A recent study demonstrated that type II PS RBC (highly PS-positive and including dense sickle erythrocytes) cause a twofold increase in endothelial tissue factor (TF) expression in vitro, an effect that may not be due to a direct physical interaction of red cells with the endothelium in patients with SCD,19 but rather is a result of increased circulating hemoglobin resulting from hemolysis.

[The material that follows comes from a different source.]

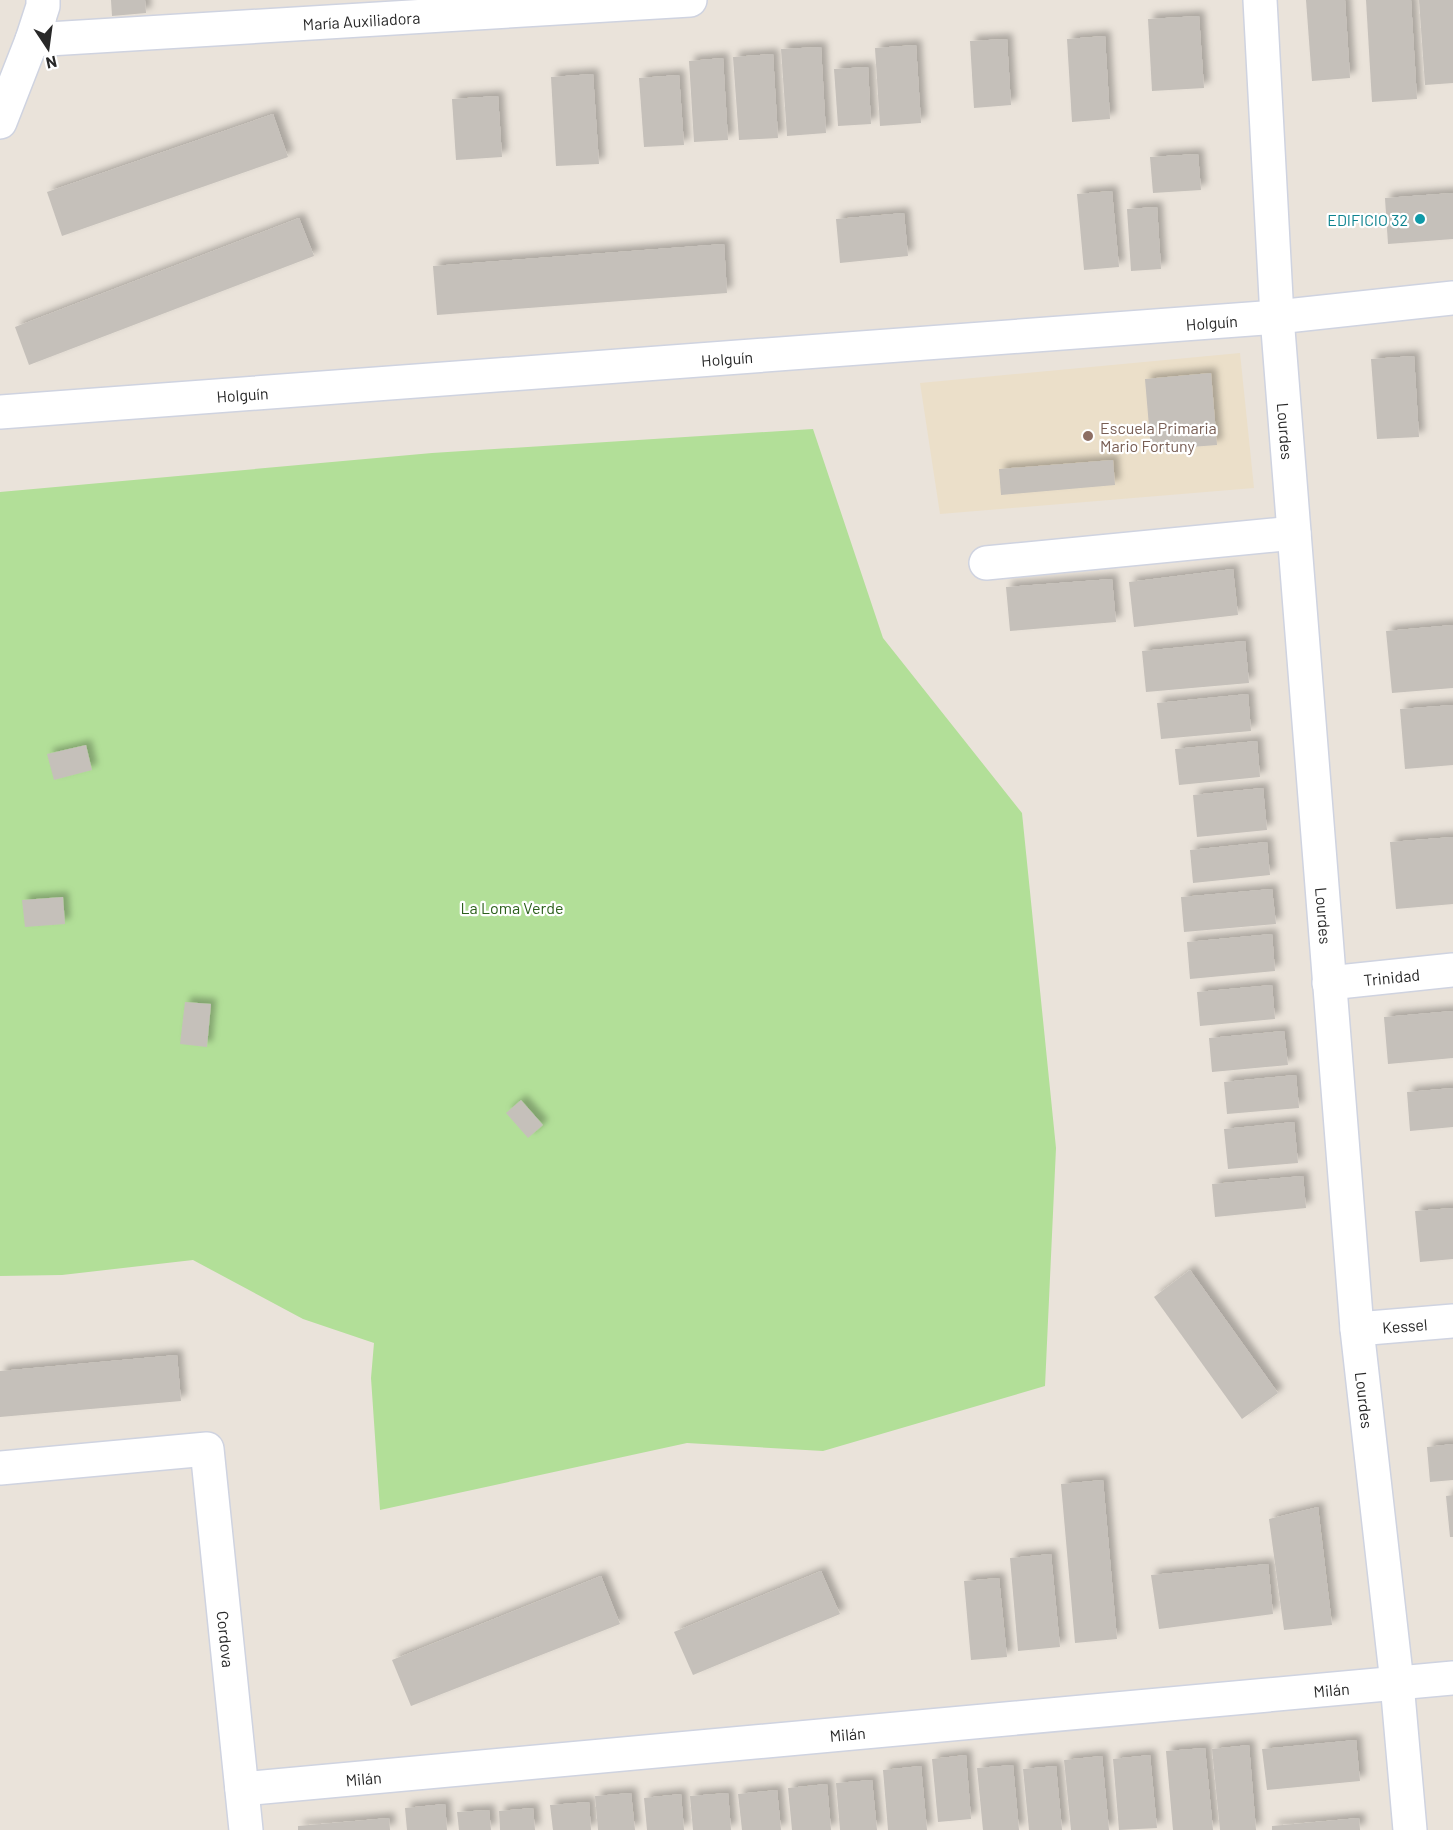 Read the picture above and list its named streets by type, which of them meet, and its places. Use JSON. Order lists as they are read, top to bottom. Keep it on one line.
{"streets":{"street":["María Auxiliadora","Holguín","Lourdes","Trinidad","Kessel","Cordova","Milán"]},"crossings":[["Holguín","Lourdes"],["Lourdes","Trinidad"],["Lourdes","Kessel"],["Lourdes","Milán"],["Cordova","Milán"]],"parks":["La Loma Verde"],"places":["EDIFICIO 32","Escuela Primaria Mario Fortuny"],"north":"bottom"}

The greater correlations observed between type II PS RBC and both circulating whole blood TF and plasma cell–free hemoglobin compared with the type I RBC fraction (containing erythrocytes with a relatively low level of PS expression, and including a majority of reticulocytes) suggest that increased hemolysis of type II PS-positive RBC may contribute to the hypercoagulability in patients with SCD (Figure 1; see Color Figures, page 520).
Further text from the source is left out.